Euler equation:
\[\left\{ \begin{align}
& {{x}_{n+1}}={{x}_{n}}+h \\
& {{y}_{n+1}}={{y}_{n}}+{{A}_{n}}h \\
\end{align} \right.\]
\[\left\{ \begin{align}
& h=\text{step}\text{size} \\
& {{A}_{n}}=f\left( {{x}_{n}},{{y}_{n}} \right) \\
\end{align} \right.\]
Error of solution
error = exact solution – approximate solution
Method 1: smaller step
Euler first-order: \(e\sim {{c}_{1}}h\), proportional to step size
Method 2: find a better slop \({{A}_{n}}\)
Heun’s method = improved Euler method = modified Euler method = RK2
\[\left\{ \begin{align}
& {{x}_{n+1}}={{x}_{n}}+h \\
& {{y}_{n+1}}={{y}_{n}}+h\left( \frac{{{A}_{n}}+{{B}_{n}}}{2} \right) \\
\end{align} \right.\]
in which, \({{B}_{n}}=f\left( {{x}_{n+1}},{{y}_{n+1}} \right)\)
Second-order method: \(e \sim c{h^2}\)
Method 3: RK4
Standard method – accurate, used in computer programs
Rung-Kutta method
\[\frac{{{A}_{n}}+2{{B}_{n}}+2{{C}_{n}}+{{D}_{n}}}{6}\]
Pitfalls
#1 Find in assignments
#2 Singularity
Ex. \({{y}^{\prime}}={{y}^{2}}\)
Solus: \(y=\frac{1}{c-x}\) with singularity at \(x=c\), \(y(2)=\infty \)
First-order linear ODE
\[a(x){{y}^{\prime}}+b(x)y=c(x)\]
when \(c\left( x \right) = 0\), the equation is homogeneous.
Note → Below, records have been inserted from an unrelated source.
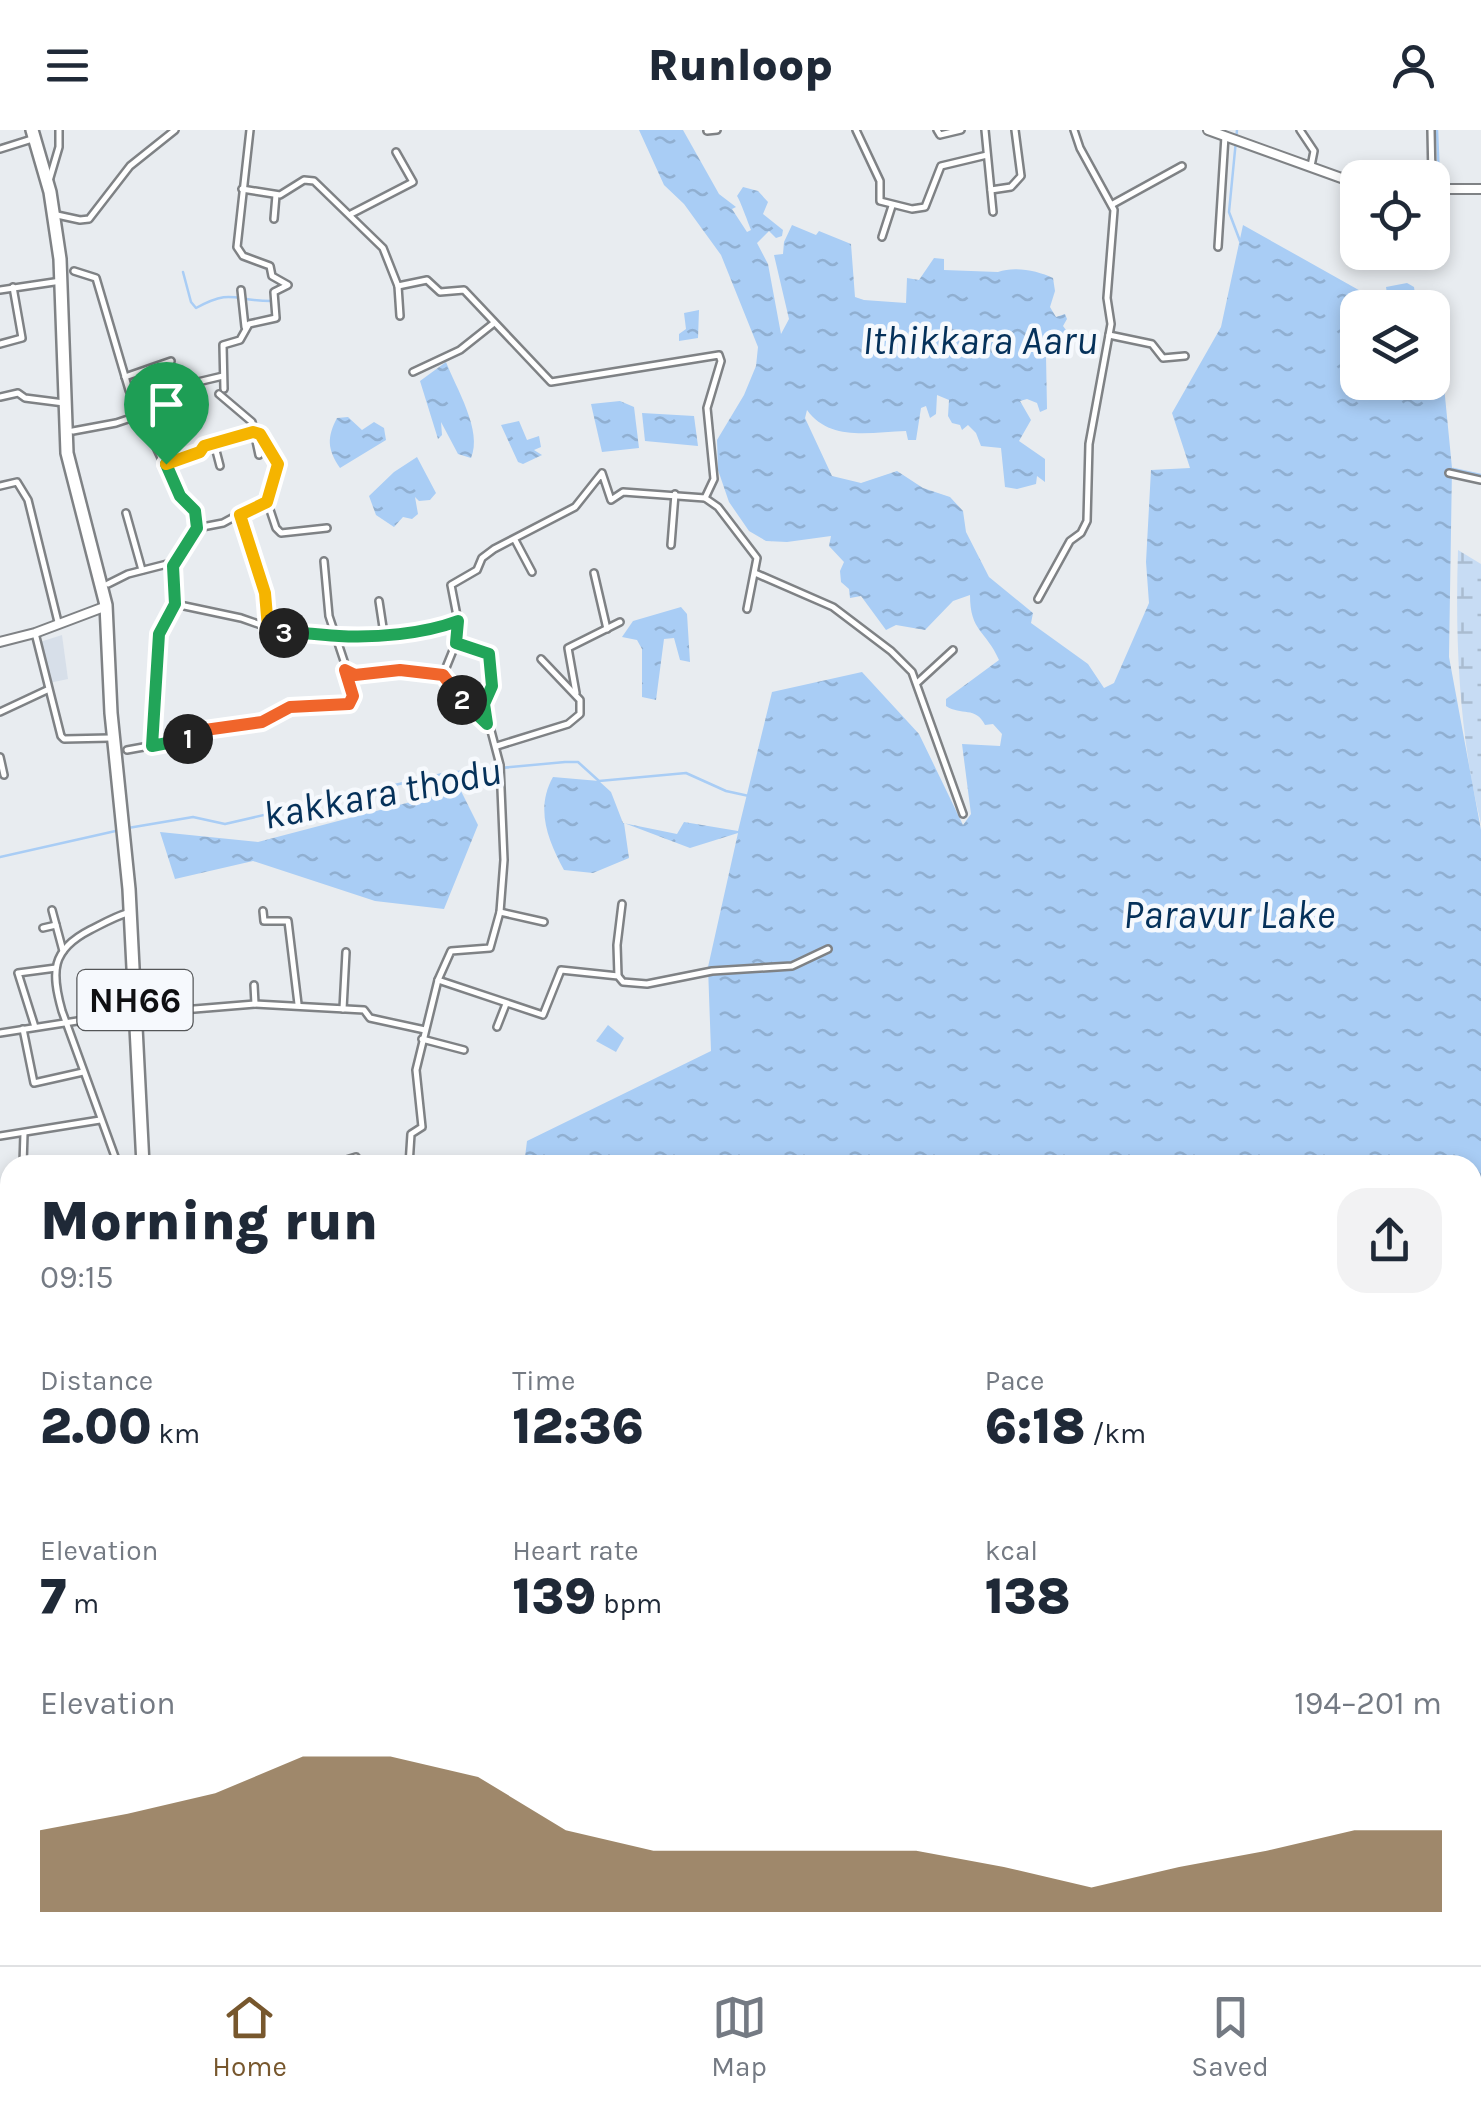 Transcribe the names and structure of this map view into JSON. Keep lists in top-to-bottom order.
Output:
{
  "streets": {
    "highway": ["NH66"]
  },
  "water": ["Ithikkara Aaru", "kakkara thodu", "Paravur Lake"],
  "page": {
    "header": "Runloop",
    "pins": ["3", "2", "1"],
    "heading": ["Morning run", "09:15"],
    "stats": [
      ["Distance", "2.00 km"],
      ["Time", "12:36"],
      ["Pace", "6:18 /km"],
      ["Elevation", "7 m"],
      ["Heart rate", "139 bpm"],
      ["kcal", "138"]
    ],
    "chart": ["Elevation", "194–201 m"],
    "tabs": ["Home", "Map", "Saved"]
  }
}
Standard linear form: the coefficient of \({{y}^{\prime}}\) equals to 1.
\[{{y}^{\prime}}+p(x)y=q(x)\]
Models: Temp-conc model (Temperature-concentration model), Decay model, Bank account, Motion
Newton cooling law: \(\frac{dT}{dt}=k\left( {{T}_{e}}-T \right)\)
t = time, T = temperature, \(k > 0\) is the conductivity
Diffusion model: \(\frac{dC}{dt}=k\left( {{C}_{e}}-C \right)\)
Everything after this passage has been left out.